Verification is the use of various procedures to ensure the accuracy or truth of information. The concept is heavily used by auditors, who act as independent third parties who verify whether accounting transactions and source documents are correct.
Examples of Verification
Here are several examples of the types of verification that an auditor can employ as part of an audit:
Compare source documents to a balance recorded in a company's general ledger to verify that the balance is correct and recorded within the correct date range.
Send a confirmation letter to a client's customer to verify that a receivable balance is correct.
Compare the fixed asset register to the actual fixed assets, to ensure that all recorded assets are actually on the premises.

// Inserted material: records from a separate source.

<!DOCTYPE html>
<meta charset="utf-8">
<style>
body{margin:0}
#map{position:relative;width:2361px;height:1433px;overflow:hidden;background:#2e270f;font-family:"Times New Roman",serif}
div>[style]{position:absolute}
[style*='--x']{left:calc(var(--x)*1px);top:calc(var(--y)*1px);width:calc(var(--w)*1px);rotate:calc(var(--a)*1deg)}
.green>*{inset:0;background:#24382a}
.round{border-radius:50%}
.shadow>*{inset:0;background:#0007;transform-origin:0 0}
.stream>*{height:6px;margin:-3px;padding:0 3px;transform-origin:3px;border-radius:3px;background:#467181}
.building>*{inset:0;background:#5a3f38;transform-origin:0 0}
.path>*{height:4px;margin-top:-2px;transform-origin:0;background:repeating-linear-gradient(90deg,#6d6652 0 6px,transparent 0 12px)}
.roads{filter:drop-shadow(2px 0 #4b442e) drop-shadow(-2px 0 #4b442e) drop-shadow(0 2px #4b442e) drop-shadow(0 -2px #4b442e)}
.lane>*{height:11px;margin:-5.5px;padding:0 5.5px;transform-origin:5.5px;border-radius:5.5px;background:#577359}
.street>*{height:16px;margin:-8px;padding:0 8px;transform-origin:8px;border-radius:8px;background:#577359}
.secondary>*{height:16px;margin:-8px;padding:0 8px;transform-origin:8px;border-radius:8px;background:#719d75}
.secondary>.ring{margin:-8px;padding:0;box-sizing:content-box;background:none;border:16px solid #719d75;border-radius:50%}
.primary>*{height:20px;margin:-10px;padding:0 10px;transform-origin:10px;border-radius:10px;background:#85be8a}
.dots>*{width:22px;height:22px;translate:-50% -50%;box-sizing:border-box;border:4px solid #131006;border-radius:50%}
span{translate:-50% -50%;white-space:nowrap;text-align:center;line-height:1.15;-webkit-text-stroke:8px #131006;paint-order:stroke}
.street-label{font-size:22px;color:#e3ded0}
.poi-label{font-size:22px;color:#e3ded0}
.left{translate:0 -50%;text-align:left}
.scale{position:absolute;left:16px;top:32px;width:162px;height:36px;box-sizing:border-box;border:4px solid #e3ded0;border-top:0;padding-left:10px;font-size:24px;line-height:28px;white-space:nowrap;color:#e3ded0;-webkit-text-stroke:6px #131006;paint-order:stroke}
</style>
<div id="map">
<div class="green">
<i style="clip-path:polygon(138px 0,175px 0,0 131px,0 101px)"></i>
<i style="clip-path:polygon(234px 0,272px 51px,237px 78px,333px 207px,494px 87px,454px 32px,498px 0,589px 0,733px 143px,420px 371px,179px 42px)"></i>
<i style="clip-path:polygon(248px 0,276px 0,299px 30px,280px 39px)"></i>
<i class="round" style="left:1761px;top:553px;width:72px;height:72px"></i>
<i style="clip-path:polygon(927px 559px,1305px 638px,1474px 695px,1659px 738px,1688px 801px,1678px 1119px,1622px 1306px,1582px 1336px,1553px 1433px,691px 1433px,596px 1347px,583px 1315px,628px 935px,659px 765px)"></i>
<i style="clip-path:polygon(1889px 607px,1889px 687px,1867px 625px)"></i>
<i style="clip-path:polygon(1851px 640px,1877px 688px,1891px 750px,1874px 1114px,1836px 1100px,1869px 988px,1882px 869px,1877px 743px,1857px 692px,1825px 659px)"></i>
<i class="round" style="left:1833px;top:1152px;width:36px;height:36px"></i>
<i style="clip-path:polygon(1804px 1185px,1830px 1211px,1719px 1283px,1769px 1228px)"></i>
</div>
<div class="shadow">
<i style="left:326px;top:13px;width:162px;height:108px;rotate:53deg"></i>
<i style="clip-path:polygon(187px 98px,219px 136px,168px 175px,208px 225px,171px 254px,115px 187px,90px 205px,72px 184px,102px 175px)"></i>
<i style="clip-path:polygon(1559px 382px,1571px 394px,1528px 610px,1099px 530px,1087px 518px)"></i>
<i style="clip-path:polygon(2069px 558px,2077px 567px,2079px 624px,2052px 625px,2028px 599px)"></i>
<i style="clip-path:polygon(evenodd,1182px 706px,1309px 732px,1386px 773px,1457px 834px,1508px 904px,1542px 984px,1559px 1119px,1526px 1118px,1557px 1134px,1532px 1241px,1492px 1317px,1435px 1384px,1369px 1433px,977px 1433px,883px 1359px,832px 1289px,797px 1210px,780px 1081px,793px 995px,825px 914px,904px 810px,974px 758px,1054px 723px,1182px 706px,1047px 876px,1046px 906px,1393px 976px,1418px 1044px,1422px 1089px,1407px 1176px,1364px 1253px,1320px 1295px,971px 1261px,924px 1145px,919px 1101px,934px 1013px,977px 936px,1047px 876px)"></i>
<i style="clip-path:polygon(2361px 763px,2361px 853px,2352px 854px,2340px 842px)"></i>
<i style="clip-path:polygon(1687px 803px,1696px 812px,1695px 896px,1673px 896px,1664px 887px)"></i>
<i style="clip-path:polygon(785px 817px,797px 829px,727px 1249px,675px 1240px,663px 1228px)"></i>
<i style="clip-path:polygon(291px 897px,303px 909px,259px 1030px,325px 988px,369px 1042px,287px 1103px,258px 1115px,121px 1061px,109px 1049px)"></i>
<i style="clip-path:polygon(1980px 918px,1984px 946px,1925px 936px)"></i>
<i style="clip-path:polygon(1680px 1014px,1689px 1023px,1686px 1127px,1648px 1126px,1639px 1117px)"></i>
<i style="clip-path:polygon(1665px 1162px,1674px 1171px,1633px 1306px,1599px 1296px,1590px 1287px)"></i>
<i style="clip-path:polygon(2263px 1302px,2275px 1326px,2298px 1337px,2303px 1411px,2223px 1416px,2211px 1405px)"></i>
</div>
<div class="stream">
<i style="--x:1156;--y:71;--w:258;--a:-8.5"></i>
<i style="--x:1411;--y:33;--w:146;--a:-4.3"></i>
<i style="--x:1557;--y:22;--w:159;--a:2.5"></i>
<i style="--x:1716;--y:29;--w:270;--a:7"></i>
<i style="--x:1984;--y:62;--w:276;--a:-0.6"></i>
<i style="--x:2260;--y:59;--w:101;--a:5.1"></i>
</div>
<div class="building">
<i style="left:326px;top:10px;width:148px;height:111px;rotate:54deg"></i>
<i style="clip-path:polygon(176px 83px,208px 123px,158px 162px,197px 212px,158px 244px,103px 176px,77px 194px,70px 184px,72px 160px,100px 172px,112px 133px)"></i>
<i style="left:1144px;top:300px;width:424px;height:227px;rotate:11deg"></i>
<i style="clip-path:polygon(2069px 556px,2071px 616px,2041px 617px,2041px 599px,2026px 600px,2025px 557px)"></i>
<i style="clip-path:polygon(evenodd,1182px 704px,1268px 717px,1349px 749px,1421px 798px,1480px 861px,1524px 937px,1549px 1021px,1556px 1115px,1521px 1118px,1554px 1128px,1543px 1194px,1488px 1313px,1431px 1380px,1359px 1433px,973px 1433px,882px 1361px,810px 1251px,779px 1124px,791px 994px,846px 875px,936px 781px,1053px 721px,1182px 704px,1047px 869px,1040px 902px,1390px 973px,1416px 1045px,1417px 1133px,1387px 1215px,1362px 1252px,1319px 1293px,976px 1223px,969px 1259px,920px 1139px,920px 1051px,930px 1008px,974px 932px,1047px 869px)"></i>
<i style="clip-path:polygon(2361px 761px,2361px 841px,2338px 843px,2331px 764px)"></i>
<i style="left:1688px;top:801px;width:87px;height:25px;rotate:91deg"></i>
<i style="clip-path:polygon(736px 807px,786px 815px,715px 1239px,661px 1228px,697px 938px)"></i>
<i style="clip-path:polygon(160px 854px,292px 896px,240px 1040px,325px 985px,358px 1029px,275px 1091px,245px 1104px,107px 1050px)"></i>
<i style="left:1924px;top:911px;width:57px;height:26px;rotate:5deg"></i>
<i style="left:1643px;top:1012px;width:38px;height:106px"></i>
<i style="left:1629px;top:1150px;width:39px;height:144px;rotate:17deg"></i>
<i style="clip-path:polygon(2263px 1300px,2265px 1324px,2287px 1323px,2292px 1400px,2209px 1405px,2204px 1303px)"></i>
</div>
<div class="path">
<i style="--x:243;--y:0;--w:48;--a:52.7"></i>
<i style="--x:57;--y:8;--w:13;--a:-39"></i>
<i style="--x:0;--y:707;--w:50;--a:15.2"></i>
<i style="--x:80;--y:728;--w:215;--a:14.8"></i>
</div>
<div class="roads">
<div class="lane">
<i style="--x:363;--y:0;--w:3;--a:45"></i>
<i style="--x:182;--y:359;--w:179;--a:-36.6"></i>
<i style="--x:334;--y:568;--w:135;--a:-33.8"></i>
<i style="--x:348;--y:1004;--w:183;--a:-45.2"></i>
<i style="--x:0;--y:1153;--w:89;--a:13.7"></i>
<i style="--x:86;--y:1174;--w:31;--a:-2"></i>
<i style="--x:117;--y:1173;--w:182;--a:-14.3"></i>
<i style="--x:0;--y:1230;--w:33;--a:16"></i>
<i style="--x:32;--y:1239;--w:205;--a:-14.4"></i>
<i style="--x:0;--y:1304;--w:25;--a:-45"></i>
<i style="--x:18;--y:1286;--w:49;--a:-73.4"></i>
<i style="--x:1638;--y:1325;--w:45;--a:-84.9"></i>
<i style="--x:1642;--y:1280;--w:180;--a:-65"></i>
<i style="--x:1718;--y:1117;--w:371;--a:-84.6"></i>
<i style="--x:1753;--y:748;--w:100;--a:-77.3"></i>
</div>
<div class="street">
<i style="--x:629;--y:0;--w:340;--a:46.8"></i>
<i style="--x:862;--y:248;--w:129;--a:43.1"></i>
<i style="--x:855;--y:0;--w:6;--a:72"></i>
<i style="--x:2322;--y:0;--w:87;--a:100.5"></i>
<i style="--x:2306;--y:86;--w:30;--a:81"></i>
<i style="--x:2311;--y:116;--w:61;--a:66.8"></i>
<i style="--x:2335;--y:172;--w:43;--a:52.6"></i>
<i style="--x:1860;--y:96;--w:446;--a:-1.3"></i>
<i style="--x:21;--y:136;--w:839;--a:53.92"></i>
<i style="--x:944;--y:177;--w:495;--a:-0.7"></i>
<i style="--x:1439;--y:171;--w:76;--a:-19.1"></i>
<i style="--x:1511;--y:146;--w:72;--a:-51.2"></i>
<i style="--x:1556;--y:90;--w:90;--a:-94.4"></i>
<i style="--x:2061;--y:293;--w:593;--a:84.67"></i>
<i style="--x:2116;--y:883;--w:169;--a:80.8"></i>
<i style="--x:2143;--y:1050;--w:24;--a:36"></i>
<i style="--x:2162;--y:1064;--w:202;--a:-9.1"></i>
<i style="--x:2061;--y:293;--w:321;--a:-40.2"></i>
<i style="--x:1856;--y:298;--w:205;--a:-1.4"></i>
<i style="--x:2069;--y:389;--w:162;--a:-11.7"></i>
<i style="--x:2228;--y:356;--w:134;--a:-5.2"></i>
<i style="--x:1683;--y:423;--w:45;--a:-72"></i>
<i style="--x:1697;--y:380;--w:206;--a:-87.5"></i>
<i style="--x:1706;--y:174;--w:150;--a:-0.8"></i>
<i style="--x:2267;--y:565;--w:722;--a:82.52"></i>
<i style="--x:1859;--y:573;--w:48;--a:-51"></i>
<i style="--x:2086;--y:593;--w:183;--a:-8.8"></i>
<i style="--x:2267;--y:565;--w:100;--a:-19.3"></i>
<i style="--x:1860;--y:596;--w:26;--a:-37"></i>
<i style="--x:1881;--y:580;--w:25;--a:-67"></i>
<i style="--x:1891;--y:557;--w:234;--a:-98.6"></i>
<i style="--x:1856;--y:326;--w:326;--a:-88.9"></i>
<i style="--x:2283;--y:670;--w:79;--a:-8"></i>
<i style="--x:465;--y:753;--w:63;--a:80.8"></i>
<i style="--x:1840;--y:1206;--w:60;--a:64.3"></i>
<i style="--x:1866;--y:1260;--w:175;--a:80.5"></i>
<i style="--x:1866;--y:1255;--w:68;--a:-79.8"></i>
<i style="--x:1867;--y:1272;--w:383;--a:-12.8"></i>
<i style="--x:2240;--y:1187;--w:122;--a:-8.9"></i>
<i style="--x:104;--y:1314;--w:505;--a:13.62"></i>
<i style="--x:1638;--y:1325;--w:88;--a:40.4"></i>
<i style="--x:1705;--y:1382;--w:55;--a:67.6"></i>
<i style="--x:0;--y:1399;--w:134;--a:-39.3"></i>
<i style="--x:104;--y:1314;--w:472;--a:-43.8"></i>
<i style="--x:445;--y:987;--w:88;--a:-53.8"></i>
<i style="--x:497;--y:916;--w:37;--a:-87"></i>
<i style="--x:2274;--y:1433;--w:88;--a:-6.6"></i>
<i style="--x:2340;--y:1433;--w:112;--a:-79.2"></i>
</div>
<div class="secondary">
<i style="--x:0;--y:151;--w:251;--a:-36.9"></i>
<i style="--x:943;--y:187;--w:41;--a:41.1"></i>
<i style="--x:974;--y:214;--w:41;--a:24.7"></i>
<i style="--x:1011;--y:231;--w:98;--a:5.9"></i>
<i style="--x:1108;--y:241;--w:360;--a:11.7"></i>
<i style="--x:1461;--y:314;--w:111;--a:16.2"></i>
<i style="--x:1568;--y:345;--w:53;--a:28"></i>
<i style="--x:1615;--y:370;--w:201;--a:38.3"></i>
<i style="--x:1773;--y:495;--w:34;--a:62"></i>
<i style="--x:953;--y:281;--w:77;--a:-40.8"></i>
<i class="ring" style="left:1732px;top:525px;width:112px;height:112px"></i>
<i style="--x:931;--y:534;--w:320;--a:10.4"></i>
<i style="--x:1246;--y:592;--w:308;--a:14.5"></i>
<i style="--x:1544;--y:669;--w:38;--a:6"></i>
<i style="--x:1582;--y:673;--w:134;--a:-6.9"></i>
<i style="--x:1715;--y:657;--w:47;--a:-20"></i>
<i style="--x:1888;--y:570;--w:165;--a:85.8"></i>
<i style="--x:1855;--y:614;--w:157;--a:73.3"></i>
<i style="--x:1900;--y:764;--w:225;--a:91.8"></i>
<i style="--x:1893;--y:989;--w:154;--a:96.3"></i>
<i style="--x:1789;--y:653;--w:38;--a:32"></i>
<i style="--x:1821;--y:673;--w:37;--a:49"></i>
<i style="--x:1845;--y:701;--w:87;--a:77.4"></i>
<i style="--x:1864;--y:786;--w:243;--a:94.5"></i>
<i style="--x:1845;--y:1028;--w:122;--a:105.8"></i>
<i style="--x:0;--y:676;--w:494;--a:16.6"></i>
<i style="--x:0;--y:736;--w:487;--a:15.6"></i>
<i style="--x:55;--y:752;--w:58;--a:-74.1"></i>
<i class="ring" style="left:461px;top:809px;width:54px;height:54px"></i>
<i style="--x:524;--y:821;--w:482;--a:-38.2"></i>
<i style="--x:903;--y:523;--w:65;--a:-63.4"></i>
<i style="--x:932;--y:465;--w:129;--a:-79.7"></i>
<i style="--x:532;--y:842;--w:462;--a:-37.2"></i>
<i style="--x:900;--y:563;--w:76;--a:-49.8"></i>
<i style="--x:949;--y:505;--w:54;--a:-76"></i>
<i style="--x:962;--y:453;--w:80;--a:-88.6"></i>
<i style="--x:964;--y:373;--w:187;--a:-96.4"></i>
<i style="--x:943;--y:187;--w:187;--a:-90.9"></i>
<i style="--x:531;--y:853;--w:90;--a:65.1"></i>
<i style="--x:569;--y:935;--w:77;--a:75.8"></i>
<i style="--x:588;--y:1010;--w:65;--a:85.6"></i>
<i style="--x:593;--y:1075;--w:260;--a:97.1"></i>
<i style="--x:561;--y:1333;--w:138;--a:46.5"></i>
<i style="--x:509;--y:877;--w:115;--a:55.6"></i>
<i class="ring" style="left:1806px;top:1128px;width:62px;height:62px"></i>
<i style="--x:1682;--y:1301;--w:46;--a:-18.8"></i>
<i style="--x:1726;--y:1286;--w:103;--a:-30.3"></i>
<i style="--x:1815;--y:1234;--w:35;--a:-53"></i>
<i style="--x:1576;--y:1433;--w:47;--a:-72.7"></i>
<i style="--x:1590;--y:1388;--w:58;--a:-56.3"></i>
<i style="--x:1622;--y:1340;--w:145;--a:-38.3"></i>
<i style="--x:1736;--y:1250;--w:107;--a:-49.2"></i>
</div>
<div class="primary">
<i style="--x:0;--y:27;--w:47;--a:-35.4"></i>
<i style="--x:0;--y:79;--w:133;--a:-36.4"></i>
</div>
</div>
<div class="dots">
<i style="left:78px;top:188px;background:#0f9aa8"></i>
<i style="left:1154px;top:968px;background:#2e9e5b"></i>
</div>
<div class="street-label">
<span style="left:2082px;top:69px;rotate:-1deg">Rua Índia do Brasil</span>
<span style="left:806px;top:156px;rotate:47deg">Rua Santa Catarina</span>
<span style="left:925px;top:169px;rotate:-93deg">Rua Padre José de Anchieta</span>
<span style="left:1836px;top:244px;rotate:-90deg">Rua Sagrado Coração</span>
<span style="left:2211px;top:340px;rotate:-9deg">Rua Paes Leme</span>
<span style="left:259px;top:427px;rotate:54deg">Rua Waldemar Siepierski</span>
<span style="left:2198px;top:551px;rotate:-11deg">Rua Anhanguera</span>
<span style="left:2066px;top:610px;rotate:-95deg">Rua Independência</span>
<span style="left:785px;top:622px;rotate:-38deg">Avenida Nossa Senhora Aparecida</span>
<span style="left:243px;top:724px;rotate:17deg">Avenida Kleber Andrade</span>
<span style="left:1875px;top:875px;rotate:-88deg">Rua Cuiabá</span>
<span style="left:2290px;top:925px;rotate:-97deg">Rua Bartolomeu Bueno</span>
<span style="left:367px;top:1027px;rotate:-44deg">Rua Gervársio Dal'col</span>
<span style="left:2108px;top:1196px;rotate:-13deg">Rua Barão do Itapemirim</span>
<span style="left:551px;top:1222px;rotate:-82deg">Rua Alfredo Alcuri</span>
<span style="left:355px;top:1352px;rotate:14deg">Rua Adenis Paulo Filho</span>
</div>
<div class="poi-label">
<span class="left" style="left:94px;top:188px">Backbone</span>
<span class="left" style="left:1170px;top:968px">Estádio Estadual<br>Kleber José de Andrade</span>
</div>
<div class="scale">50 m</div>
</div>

Recalculate the interest expense on a client’s loan.
Verification FAQs
What are common methods of verification?
Common methods of verification include physical inspection of assets to confirm their existence and condition, such as counting inventory or examining equipment. Document review is also used, where supporting records like invoices, contracts, or title deeds are checked against the books. In addition, confirmations from third parties and reconciliations of internal records provide further assurance of accuracy.
How does verification differ from validation?
Verification determines whether information is accurate, complete, and supported by evidence. Validation determines whether a method, process, assumption, or data input is appropriate for its intended purpose. For example, an auditor may verify that invoice amounts match source documents, while validating whether the revenue recognition approach is reasonable.